Basically, McCain thinks that the techniques that Sullivan and company are worried about are already out of the CIA’s “toolbox.” Are they? In his analysis of the Military Commissions Act, Lederman wrote that the legislation defined “cruel treatment” too narrowly and that the administration would likely interpret the language as permitting “Long Time Standing, Cold Cell, threats, other stress positions and sleep deprivation, and even waterboarding.” He also admitted he might be wrong, and that “Perhaps Human Rights First is correct that the bill ‘makes clear that ‘alternative interrogation procedures’ such as stress positions, induced hypothermia and waterboarding are not only prohibited by the treaty, they are war crimes.'” Bradbury’s statement shows, at the very least, that Lederman was incorrect about how the administration would read the law as applied to waterboarding. (Sullivan, rightly, I think, points out that the whole torture debate has been distorted by an emphasis on waterboarding, it “allowed people to believe that this relatively rare technique is the beginning and end of the Bush-Cheney torture regime.”)

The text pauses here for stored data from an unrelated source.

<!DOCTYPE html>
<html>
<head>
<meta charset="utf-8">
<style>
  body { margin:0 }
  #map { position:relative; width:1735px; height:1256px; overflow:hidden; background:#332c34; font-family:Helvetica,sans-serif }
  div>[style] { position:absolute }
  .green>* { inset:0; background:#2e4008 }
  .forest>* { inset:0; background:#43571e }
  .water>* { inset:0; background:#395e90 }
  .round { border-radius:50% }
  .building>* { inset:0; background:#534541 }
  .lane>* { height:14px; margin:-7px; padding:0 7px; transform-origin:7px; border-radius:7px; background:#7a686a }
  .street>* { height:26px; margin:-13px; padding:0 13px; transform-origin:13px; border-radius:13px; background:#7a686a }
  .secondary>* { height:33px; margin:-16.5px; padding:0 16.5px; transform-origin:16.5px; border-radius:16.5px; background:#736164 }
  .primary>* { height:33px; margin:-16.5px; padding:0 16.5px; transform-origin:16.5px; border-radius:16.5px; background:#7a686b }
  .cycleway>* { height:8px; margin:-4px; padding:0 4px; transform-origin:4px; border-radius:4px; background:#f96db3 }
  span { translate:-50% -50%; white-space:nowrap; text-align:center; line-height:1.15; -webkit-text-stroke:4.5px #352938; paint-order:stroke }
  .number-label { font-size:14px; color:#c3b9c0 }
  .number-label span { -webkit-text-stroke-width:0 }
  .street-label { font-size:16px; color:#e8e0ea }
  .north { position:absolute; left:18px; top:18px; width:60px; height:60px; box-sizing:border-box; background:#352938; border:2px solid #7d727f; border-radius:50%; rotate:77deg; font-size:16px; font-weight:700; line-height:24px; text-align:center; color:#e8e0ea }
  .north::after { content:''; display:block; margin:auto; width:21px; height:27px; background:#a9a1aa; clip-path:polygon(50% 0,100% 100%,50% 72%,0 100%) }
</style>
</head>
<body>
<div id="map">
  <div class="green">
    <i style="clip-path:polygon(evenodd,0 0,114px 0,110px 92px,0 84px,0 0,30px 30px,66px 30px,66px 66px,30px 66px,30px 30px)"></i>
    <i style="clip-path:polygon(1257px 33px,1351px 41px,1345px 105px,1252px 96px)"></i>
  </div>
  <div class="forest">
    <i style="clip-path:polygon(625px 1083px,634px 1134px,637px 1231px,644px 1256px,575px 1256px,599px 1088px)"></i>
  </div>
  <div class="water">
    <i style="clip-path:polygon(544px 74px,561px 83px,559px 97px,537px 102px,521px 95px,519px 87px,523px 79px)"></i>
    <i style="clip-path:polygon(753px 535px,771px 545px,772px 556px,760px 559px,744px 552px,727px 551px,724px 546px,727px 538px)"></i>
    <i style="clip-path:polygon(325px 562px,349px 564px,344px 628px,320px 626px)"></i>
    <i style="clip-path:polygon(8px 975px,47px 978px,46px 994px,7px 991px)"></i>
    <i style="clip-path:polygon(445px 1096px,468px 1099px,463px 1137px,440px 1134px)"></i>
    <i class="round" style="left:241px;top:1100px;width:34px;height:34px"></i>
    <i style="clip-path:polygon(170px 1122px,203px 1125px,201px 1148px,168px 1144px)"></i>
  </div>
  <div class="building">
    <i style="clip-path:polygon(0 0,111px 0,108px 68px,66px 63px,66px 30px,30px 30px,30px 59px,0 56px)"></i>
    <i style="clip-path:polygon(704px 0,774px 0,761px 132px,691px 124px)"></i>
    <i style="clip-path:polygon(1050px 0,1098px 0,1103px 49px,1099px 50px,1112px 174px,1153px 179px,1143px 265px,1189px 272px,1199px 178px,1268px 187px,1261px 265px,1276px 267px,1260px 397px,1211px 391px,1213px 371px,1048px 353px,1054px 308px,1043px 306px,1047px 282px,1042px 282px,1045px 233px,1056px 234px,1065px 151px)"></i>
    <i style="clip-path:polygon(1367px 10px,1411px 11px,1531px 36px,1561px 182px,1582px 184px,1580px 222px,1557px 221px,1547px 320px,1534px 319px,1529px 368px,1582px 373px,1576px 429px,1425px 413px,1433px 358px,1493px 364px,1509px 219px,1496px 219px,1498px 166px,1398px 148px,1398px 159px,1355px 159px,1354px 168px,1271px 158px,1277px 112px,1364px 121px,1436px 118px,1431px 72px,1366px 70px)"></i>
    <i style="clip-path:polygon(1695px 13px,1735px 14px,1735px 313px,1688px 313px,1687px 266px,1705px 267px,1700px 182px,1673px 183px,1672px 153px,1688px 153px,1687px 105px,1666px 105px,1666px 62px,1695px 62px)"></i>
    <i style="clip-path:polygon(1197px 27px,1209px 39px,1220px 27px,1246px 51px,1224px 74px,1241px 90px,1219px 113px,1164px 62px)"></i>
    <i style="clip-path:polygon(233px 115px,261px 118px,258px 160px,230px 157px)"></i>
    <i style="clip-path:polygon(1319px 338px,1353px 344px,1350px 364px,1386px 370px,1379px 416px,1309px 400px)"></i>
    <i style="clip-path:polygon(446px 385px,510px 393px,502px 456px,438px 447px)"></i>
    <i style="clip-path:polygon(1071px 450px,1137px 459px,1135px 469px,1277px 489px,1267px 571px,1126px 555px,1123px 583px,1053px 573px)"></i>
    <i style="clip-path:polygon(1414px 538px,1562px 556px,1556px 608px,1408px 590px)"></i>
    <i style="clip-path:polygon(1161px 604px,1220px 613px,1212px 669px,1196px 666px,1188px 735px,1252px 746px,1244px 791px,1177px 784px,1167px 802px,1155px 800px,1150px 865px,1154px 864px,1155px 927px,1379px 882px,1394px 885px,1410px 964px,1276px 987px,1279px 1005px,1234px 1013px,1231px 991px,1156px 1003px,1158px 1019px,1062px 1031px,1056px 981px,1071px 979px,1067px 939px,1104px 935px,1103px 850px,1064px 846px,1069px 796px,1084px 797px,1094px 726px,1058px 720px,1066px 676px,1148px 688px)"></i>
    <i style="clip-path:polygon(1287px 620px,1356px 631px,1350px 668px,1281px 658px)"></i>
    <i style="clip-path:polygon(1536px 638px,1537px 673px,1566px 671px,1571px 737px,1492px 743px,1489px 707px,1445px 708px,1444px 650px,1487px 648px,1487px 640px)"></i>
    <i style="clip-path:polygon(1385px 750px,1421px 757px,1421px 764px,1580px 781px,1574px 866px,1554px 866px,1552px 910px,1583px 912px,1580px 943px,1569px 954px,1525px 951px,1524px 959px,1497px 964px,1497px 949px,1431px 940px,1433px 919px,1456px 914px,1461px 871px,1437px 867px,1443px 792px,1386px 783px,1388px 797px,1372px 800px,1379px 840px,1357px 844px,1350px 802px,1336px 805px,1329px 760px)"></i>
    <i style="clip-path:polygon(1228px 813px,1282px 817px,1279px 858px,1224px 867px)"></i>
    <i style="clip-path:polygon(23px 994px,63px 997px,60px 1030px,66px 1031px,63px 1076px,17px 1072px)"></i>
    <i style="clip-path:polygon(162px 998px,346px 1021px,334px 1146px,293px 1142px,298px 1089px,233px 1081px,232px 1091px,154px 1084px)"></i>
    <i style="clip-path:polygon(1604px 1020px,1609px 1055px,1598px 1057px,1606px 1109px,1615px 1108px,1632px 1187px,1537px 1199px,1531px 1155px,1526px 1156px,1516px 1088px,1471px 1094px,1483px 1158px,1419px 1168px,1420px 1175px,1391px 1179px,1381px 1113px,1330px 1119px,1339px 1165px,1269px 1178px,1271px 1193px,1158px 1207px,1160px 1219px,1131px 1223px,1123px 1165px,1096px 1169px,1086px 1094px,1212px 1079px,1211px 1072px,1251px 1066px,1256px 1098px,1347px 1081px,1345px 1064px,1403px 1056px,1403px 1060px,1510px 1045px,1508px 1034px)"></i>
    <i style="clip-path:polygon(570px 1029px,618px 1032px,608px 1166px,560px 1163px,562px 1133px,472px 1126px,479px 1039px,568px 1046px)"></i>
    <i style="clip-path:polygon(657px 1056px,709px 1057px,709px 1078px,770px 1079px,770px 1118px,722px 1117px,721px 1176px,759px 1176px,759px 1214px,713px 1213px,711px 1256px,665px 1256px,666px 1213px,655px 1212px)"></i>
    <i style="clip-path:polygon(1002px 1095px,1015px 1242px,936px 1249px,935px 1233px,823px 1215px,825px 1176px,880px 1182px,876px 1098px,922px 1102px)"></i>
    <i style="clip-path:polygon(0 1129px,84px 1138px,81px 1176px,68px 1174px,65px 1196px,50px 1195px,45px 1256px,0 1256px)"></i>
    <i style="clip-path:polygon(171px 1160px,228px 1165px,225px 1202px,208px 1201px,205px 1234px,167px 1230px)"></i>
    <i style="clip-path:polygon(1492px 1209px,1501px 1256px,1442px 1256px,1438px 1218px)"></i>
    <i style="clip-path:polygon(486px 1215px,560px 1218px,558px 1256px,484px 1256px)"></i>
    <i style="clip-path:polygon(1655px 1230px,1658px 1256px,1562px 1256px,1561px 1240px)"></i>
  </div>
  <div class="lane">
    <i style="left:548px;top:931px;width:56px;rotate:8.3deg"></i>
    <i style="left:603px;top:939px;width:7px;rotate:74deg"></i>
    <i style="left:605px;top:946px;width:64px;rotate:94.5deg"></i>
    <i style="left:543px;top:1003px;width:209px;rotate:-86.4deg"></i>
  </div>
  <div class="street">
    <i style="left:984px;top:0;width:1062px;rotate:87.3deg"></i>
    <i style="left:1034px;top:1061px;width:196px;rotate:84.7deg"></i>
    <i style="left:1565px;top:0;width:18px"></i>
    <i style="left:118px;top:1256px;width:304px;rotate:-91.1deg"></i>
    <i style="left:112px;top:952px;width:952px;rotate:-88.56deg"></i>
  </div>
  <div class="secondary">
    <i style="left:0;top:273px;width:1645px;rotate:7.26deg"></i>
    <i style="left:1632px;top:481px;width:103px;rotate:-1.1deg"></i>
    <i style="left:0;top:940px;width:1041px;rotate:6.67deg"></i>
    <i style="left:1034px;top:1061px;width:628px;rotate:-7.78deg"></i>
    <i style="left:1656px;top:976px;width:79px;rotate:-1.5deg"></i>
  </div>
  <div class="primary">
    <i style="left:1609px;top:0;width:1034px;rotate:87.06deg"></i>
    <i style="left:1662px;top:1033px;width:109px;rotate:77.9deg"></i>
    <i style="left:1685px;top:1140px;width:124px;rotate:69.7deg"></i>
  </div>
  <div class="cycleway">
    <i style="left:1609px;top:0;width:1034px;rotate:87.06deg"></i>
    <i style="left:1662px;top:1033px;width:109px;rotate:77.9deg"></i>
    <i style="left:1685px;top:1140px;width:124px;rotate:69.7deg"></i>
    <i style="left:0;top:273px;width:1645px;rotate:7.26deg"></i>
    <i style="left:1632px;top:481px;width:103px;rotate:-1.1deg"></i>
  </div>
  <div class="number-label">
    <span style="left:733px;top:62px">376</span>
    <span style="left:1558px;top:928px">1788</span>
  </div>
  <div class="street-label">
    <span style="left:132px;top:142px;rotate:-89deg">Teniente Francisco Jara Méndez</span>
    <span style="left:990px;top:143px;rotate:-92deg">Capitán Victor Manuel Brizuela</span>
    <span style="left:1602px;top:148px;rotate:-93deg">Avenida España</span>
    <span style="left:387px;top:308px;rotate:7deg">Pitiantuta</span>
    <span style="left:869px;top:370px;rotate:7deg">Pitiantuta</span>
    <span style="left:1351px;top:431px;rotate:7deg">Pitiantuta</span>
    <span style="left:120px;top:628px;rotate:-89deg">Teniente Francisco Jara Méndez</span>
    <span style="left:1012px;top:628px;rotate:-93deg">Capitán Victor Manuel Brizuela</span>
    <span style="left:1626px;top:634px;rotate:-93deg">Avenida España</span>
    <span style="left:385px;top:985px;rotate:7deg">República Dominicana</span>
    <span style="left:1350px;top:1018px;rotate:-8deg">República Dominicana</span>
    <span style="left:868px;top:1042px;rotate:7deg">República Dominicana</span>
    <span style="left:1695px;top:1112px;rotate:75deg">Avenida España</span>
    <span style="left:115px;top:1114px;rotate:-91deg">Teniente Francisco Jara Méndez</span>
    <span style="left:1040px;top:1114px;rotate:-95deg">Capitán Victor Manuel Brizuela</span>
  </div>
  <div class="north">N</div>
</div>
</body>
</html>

A small common sense question, then: If there are techniques not included in the Field Manual that aren’t torture — and these are presumably the techniques that the CIA can (and wants to) use — what are they?

UPDATE: pme asks:

Does the field manual enumerate allowable methods or limit methods only in the sense that it identifies specific prohibited methods? Could we be talking about imaginary new interrogation techniques that those clever lads at the CIA might be dreaming up, even as we speak?

The Field Manual (you can download it here) specifies techniques, it doesn’t prohibit them. But, even if it prohibited specific methods, “imaginary” techniques are very much the point; I’m sure there are thinking caps being donned in Langley at this very moment.